I'm trying to get count of duplicate data, but my query doesn't work correctly.
Every user should have one dev_id but when other user will have this same dev_id I want to know this
Table for example:
dev_id user_id
------------------
111 1
111 1
222 2
111 2
333 3
Should result:
user_id qu
------------------
1 1
2 1
3 0
This is my query
SELECT t1.user_id,
(SELECT Count(DISTINCT t2.dev_id)
FROM reports t2
WHERE t2.user_id != t1.user_id
AND t2.dev_id = t1.dev_id
) AS qu
FROM reports t1
GROUP BY t1.user_id

You can get results by doing:
select r.user_id, count(*) - 1
from reports r
group by r.user_id;
Is this the calculation that you want?

Okay. Let start from simple.
First you need get unique user_id/dev id combinations
select distinct dev_id,user_id from reports
Result will be
dev_id user_id
------------------
111 1
222 2
111 2
333 3
After that you should get number of different user_id per dev_id
select dev_id,c from (
SELECT
dev_id,
count(*)-1 AS c
FROM
(select distinct user_id,dev_id from reports) as fixed_reports
GROUP BY dev_id
) as counts
Result of such query will be
dev_id c
-----------------
111 1
222 0
333 0
Now you should show users which have such dev_id.
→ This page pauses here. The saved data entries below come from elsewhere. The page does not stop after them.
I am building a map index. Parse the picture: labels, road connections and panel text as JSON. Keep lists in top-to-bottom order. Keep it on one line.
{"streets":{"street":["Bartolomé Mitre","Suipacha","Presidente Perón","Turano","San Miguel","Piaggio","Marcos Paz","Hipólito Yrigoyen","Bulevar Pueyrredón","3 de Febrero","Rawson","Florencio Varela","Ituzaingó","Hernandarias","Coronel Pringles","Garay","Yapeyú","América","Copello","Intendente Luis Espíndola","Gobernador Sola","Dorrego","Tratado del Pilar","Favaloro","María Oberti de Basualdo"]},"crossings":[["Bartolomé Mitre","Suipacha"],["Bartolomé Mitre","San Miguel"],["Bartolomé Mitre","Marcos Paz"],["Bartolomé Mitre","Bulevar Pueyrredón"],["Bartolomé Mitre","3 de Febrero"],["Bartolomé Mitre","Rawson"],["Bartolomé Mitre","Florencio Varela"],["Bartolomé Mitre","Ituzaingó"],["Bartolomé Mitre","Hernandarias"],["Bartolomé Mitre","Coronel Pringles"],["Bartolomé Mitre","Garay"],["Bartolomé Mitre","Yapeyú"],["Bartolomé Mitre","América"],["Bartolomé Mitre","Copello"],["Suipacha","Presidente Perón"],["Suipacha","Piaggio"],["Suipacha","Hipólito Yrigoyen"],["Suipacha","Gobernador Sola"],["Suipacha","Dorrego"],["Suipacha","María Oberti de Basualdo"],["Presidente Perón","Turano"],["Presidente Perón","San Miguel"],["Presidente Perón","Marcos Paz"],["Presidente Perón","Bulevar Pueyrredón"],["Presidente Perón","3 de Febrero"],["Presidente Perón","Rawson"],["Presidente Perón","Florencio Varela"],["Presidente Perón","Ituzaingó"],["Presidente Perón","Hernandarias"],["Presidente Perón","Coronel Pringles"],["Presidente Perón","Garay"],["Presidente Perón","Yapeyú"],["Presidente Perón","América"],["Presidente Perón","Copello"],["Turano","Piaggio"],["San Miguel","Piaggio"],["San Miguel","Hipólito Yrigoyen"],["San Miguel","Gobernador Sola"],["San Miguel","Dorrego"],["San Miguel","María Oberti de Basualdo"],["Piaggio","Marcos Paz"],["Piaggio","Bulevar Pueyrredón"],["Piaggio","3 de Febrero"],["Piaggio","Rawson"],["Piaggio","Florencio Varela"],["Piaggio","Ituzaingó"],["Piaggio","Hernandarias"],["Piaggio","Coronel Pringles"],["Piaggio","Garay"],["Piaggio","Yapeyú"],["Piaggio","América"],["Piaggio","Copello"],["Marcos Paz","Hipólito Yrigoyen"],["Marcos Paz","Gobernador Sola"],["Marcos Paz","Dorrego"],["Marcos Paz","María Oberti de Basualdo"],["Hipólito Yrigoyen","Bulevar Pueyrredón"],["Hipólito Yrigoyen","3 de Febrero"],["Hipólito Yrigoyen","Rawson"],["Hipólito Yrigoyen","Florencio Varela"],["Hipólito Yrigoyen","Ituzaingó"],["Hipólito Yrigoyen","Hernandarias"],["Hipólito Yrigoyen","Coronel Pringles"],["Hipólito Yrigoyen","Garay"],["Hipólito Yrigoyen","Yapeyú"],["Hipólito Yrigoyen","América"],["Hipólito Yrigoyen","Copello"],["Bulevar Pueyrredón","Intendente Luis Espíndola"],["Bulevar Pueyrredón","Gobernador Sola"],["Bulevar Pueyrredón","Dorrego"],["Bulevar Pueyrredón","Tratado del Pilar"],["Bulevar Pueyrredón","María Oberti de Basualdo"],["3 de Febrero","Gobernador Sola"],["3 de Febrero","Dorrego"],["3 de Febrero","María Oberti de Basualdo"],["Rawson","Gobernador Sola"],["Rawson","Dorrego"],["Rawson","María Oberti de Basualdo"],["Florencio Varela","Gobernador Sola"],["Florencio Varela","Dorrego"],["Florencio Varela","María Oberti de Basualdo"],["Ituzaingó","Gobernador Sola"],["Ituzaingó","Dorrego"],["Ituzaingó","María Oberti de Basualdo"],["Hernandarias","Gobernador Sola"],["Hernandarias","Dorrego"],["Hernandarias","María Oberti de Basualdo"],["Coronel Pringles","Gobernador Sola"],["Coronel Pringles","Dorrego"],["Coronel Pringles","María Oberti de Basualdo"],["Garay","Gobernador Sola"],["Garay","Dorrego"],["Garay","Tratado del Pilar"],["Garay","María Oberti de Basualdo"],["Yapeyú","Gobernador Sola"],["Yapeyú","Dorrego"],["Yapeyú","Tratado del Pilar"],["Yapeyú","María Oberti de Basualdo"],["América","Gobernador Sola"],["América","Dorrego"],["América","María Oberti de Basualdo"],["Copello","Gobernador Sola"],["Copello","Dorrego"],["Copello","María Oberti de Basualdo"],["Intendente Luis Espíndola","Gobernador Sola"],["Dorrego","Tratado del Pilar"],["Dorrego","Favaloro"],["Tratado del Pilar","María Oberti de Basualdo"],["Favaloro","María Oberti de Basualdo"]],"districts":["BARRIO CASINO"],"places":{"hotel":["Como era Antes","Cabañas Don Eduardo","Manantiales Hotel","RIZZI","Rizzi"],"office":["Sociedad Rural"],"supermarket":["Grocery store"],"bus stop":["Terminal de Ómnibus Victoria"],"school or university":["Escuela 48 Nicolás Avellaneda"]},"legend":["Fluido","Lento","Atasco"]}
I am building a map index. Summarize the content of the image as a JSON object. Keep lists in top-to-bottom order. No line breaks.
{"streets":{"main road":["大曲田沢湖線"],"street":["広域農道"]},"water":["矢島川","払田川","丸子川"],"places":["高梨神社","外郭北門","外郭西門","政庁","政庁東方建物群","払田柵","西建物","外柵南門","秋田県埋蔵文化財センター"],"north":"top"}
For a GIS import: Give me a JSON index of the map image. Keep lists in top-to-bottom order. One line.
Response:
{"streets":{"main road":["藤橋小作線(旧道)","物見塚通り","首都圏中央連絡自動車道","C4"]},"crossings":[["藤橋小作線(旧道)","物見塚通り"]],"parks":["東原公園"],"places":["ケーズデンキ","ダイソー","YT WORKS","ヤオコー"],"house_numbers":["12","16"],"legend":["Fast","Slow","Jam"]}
For that you should join such dev_id list with table from step1(which show which one user_id,dev_id pairs exist)
select distinct fixed_reports2.user_id,counts.c from (
SELECT
dev_id,
count(*)-1 AS c
FROM
(select distinct user_id,dev_id from reports) as fixed_reports
GROUP BY dev_id
) as counts
join
(select distinct user_id,dev_id from reports) as fixed_reports2
on fixed_reports2.dev_id=counts.dev_id
where counts.c>0 and counts.c is not null
"Distinct" here need to skip same rows.
Result should be for internal query
dev_id c
-----------------
111 1
For all query
user_id c
------------------
1 1
2 1
If you sure you need also rows with c=0, then you need do "left join" of fixed_reports2 and large query,that way you will get all rows and rows with c=null will be rows with 0(can be changed by case/when statement)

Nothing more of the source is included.